Just watch me as I touch the sky





Thea Briefs-17 Jahre22. DezemberHalbsaiyajingutCapsule CorpSchülerin
Spiegelbild
Thea ist mit ihren 1,66m Höhe recht durchschnittlich und wirkt auch sonst nicht besonders auffällig. Ihre langen, schwarzen Haare reichen ihr bis zur Hüfte, während ein Pony ihr locker ins Gesicht fällt. Zwei rote Bänder hängen an jeweils einer Seite als Schleifen in ihrem Haar, was ein übrig gebliebenes Kindheitsversprechen mit ihrer besten Freundin ist und was sie weiterhin sehr schätzt.
Durch das Training mit Freunden und Familie hat sie eine sportliche Figur, obwohl man das unter ihrer Kleidung weniger bemerkt. Sie achtet darauf, dass keine Muskeln zu sehr definiert werden, obwohl sie eigentlich gar nicht so oberflächlich ist, möchte sie nicht, dass man erkennt, dass sie mit Kampfsport zu tun hat, wenn sie sich in der Schule umzieht oder im Bikini schwimmen geht.
Das Einzige, was bei ihr auffallend sind, sind ihre hellblauen Augen, die sie von ihrer Mutter vererbt bekommen hat. In Kombination mit ihren schwarzen Haaren ist es schon ein kleiner Blickfang, allerdings tritt es ab und zu auf, dass sich die Farbe etwas verdunkelt, besonders wenn sie gerade traurig ist. Hingegen leuchten sie sogar regelrecht bei Wut auf.

Als Schülerin trägt sie noch eine Schuluniform, bestehend aus einer weißen Bluse und einem dunkleblauen Blazer. Passend dazu einen kurzen karierten Faltenrock und einfache Schuhe. Je nach Wetter sogar eine beige Strickjacke dazu. Zur Abstimmung mit ihren Haarschleifen, trägt sie auch eine große, rote Schleife am Kragen.
In ihrer Freizeit zieht sie sich gemütlicher an. Pullover und Hoodies mit einfachen Leggings oder Jeans und zum Training einfach ein weißes T-Shirt mit schwarzer Jogginghose.

Charakter
Als Tochter eines stolzen Saiyajinprinzen und einer selbstbewussten Wissenschaftlerin könnte man meinen, dass Thea sich einiges von ihren Eltern abgeschaut hat, aber das ist nicht der Fall. Mit ihrer zurückhaltenden, fast schon schüchternen Art, erkennt man auf den ersten Blick keine Gemeinsamkeiten zu ihnen, außer ihrer Intelligenz und der Neugier sich Wissen anzueignen.
In einem normalen Gespräch mit Fremden bemüht sie sich immer freundlich und höflich zu sein.
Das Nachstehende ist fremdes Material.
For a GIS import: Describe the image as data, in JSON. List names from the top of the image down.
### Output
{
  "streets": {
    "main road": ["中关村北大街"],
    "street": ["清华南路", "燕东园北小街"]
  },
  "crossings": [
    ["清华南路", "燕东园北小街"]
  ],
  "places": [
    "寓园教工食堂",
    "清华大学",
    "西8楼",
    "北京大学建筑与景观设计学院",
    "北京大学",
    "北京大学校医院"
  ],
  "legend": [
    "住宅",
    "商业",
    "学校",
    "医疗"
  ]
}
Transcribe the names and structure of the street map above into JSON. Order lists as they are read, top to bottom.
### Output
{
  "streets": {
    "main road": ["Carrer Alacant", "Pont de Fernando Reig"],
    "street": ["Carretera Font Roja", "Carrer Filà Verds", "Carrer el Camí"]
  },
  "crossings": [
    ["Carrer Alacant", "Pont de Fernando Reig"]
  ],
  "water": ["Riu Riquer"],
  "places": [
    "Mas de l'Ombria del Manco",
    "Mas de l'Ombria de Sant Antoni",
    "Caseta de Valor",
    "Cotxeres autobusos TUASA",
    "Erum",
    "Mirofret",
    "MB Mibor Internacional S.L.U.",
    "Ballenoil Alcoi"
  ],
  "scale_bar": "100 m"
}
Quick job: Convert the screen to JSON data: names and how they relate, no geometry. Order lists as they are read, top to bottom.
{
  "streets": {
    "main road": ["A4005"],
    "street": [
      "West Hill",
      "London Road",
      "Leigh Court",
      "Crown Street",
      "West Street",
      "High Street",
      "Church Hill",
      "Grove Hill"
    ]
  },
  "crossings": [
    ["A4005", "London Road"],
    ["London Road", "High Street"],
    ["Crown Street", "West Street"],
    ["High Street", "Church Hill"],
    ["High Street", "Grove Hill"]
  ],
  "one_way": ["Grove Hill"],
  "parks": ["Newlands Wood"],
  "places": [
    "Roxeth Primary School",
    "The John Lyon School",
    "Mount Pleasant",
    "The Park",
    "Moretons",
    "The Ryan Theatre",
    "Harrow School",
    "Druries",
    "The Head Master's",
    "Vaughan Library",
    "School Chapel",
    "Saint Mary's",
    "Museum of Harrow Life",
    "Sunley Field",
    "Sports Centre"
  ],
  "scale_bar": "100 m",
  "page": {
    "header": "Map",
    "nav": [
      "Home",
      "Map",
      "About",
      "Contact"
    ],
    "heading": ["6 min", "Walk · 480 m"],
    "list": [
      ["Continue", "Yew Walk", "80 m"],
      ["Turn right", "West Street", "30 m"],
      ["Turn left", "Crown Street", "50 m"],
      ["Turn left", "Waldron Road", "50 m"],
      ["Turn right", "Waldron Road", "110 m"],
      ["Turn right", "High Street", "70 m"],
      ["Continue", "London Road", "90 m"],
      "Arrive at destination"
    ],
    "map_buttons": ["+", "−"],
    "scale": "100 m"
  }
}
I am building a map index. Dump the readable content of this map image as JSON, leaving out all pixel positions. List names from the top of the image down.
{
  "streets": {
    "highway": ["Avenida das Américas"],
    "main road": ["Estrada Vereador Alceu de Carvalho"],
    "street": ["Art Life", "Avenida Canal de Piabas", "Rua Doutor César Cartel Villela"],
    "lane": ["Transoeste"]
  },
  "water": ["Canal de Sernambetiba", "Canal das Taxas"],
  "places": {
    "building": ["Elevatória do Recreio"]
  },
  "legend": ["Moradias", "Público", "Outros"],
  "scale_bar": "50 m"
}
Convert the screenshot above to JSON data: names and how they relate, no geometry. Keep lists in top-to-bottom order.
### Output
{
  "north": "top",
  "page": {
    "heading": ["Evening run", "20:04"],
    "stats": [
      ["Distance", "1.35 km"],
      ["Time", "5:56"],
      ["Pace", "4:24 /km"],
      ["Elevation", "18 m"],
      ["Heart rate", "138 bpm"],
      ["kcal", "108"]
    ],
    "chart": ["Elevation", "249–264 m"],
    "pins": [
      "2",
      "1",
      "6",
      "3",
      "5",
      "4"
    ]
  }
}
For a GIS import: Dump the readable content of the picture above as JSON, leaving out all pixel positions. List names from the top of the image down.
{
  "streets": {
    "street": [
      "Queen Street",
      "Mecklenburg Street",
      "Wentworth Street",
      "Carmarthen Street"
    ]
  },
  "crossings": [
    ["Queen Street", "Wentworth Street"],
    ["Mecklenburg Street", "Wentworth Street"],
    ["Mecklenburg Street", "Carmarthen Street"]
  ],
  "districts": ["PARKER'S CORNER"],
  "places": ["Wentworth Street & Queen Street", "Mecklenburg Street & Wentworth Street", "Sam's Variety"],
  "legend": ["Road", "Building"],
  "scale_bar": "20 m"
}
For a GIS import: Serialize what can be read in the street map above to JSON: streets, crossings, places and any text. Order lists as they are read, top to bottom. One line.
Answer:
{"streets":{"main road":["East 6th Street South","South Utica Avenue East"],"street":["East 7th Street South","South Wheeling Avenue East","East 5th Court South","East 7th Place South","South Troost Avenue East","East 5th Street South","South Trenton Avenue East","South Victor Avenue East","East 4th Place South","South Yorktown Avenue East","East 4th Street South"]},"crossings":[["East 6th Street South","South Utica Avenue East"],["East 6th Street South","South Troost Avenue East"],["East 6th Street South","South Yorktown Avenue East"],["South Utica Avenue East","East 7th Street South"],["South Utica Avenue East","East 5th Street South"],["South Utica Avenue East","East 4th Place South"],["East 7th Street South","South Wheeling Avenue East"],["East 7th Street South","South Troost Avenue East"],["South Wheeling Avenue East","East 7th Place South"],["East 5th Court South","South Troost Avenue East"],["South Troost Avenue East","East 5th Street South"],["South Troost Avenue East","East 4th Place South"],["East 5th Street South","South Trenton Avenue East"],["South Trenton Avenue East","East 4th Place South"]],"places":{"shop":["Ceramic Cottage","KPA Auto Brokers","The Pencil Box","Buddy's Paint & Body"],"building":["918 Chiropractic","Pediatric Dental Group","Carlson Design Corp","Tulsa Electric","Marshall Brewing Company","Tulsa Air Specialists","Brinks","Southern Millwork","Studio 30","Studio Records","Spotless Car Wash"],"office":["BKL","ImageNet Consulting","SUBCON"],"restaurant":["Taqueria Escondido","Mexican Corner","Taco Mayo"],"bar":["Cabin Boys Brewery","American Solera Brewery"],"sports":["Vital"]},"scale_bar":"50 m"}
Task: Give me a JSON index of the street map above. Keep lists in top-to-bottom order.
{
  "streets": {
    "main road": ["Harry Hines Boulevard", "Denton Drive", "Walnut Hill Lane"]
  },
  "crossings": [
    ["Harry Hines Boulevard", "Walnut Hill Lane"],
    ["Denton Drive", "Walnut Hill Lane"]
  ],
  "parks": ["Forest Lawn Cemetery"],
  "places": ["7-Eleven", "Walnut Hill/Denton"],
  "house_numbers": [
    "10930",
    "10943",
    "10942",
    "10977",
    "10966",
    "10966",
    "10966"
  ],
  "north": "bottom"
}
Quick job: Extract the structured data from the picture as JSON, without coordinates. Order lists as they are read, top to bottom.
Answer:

In Gruppen taucht sie eher in den Hintergrund, weil sie nicht gerne im Mittelpunkt steht und daher auch immer vermeidet Aufmerksamkeit auf sich zu lenken. Sollte das trotzdem mal passieren, zeigt sich typisches Lampenfieber. Sie wird schnell nervös, weiß nicht, was sie sagen soll und stottert fürchterlich, kann sich in manchen Momenten nicht einmal richtig bewegen.
Thea ist sehr leicht zu verunsichern und das sieht man ihr dann oft auch direkt an. Es fällt ihr schwer ihre Meinung gegen andere durchzusetzen und gibt lieber nach, selbst wenn sie weiß, dass sie im Recht ist. Ihr Selbstbewusstsein ist unter normalen Umständen daher kaum vorhanden, ähnlich gering ist auch ihr Selbstwertgefühl. Sie glaubt nichts zu können und unfähig zu sein, arbeitet aber hart daran diese Schwäche von ihr zu ändern. Seit sie zu einem Super Saiyajin geworden ist, scheint sie an Mut und Selbstbewusstsein zugelegt zu haben, zumindest wenn es darum geht, dass sie ihre Freunde und Familie damit beschützen kann. Sie möchte nicht mehr diejenige sein, die sich aus Angst vor Feinden versteckt und dabei zusehen muss, wie sie die verliert, die sie liebt. Stattdessen hat sie bei ihrer Verwandlung in erster Linie sich selbst bewiesen, dass der Mut dazu in ihr steckt und sie diesen nutzen muss. Nur wenn es um sich selbst und ihre persönlichen Talente geht, verkriecht sie sich noch schnell in Selbstmitleid, bis sie es wagt aufzustehen und sich vom Gegenteil zu überzeugen.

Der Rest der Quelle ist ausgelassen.